I have always admired Jung's depth of insight and openness of inquiry, but until reading this little gem of a book I never realized how he was also such a fierce libertarian! Over and over I get the feeling he is referring directly to Nazi Germany and Stalinist USSR in their abuse of State power and the submissive complicity of their citizens, yet he is also more generally, profoundly and powerfully making a solid case for the Individual, and against the State. Yes, this was clearly important to point out in post WWII Europe, but it is even more important to clarify today.
"We accuse the Germans of having forgotten it all again already, but the truth is that we don't know for certain whether something similar might not happen elsewhere....America, which forms the real backbone of Western Europe, seems to be immune because of the outspoken counterposition she has adopted, but in point of fact she is perhaps even more vulnerable than Europe, since her education system is the most influenced by the scientific Weltanschauung with its statistical truths, and her mixed population finds it difficult to strike roots in a soil that is practically without history" (pg. 39-40)
Jung is consistent and clear in applying his notion that our main challenge as individuals is to realize Individuation, and that it is the group (or State in it's largest expression) that is at odds with this challenge and responsibility.
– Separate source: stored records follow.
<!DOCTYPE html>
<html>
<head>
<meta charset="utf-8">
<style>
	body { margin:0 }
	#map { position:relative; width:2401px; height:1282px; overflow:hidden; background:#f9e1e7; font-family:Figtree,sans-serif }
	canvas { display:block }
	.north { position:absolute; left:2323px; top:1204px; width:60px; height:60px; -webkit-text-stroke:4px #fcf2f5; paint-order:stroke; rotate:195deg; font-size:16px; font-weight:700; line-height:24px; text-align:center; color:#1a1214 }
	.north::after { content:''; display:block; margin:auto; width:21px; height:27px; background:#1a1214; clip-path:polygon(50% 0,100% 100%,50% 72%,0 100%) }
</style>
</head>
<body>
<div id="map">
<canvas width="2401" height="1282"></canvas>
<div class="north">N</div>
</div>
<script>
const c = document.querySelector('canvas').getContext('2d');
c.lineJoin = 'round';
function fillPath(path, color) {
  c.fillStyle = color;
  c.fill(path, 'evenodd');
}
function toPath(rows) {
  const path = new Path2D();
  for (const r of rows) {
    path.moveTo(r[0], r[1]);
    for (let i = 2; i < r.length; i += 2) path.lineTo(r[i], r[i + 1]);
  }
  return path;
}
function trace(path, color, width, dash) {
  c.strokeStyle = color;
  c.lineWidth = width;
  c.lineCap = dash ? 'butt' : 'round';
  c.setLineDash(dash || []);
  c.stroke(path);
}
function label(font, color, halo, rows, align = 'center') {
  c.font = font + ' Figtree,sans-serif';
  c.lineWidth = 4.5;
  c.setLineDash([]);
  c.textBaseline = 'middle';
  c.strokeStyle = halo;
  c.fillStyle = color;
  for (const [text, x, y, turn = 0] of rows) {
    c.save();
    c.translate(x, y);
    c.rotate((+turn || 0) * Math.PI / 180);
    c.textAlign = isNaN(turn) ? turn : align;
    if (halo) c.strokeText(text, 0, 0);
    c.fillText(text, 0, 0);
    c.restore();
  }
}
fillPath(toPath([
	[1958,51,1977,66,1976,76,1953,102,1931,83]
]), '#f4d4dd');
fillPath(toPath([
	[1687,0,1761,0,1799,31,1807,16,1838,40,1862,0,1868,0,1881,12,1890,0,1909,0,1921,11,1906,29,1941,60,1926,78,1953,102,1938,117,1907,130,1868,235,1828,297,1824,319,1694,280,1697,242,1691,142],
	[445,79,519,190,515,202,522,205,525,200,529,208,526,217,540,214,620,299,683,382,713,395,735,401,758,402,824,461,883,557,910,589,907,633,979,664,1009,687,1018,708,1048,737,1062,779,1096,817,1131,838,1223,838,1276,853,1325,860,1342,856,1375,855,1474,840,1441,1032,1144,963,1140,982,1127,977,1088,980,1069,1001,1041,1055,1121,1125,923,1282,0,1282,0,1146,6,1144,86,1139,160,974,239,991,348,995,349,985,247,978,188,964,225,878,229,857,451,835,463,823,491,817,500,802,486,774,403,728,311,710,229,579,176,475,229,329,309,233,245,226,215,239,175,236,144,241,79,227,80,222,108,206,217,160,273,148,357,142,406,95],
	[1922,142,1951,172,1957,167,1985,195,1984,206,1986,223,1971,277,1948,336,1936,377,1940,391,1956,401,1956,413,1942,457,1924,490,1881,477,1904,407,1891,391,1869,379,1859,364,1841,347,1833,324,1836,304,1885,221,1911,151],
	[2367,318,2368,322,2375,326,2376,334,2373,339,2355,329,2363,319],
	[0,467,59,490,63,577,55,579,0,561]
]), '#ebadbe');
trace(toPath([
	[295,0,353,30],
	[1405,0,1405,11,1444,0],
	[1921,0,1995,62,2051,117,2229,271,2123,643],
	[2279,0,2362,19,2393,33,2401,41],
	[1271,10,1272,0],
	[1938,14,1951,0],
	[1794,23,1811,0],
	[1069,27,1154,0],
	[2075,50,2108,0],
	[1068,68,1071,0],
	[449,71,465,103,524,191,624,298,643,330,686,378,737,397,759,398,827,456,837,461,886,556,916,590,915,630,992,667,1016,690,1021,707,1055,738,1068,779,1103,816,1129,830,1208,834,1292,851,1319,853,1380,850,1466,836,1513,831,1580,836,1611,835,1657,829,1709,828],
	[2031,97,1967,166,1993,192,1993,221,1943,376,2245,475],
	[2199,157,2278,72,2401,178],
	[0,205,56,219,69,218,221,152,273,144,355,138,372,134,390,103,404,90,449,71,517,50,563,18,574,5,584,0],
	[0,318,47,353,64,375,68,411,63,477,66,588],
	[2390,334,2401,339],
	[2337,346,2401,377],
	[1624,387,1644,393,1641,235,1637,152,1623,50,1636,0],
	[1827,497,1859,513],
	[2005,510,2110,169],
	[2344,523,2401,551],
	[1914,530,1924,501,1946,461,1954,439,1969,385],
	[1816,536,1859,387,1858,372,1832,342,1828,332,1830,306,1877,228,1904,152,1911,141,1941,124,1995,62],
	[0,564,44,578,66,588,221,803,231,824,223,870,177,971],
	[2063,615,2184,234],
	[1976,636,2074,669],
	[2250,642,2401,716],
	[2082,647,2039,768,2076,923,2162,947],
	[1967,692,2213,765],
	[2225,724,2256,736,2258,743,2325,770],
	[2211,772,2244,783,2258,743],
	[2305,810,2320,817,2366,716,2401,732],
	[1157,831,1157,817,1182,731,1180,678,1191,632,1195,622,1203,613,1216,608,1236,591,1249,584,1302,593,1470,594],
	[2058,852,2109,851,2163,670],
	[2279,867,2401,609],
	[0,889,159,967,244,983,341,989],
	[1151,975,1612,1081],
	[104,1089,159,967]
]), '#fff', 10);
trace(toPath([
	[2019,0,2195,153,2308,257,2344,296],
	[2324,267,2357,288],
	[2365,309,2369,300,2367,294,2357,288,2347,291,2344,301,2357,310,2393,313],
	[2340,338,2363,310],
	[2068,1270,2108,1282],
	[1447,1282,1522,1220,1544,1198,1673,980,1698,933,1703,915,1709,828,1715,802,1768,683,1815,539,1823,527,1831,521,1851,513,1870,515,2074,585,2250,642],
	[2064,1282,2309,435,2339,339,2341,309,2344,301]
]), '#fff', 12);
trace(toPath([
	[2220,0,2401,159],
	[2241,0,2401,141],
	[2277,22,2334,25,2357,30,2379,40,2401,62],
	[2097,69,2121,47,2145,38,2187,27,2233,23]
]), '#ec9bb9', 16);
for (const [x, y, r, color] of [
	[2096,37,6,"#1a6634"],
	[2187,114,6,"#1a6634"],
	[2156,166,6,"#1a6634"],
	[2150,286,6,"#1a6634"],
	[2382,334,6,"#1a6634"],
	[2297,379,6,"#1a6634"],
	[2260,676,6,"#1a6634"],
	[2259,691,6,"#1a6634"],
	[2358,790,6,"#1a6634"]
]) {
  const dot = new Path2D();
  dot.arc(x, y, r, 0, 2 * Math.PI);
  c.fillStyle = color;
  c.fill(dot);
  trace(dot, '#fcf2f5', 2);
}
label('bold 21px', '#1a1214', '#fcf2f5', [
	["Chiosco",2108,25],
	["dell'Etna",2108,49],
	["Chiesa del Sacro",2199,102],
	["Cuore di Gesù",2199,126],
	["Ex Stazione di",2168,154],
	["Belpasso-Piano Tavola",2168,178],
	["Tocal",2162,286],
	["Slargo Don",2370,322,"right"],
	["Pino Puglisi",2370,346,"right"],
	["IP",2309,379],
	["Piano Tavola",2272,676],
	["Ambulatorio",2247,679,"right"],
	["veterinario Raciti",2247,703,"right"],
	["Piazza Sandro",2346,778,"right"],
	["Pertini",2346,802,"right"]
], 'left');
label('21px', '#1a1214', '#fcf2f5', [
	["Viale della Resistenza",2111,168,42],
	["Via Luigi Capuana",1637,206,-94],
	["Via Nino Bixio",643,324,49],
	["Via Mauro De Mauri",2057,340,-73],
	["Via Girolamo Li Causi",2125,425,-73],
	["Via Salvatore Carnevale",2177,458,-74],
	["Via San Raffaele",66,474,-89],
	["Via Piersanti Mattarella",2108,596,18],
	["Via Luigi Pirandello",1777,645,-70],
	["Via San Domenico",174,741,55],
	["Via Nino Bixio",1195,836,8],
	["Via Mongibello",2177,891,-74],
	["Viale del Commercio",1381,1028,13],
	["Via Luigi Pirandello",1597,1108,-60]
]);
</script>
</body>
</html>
"The State in particular is turned into a quasi-animated personality from whom everything is expected. In reality it is only a camouflage for those individuals who know how to manipulate it. Thus the constitutional State drifts into the situation of a primitive form of society, namely the communism of a primitive tribe where everybody is subject to the autocratic rule of a chief or an oligarchy." (pg 15-16)
Although the modern secular State has taken on the unifying role of traditional religion, it is in fact more pernicious and demoralizing because it cannot offer a real experience of individual connection (we become just another number in the many), which functions to simultaneously both ground us in ourselves (our own unique experience of life), and connect us to the larger sphere of life that is beyond our control and manipulation. In other words, through spiritual experience (which religion symbolizes) we get to experience freedom directly, which means freedom from the group as well.
"For this he needs the evidence of inner, transcendent experience which alone can protect him from the otherwise inevitable submersion in the mass." (pg 23)
Jung was a master psychologist, towering thinker, and inner explorer of the 20th century, and contributed many aspects to our modern understanding of being human we now take for granted. Yet for me the most fascinating is his concept of The Shadow archetype, and is one we still have trouble facing...
"Even today people are largely unconscious of the fact that every individual is a cell in the structure of various international organisms and is therefore causally implicated in their conflicts, The individual man knows that as an individual being he is more or less meaningless but feels himself the victim of uncontrollable forces, but, on the other hand, he harbors within himself a dangerous shadow and opponent who is involved as an invisible helper in the dark machinations of the political monster." (pg. 99)
(Like us individuals) this book may be small but it is packed with powerful and empowering insights.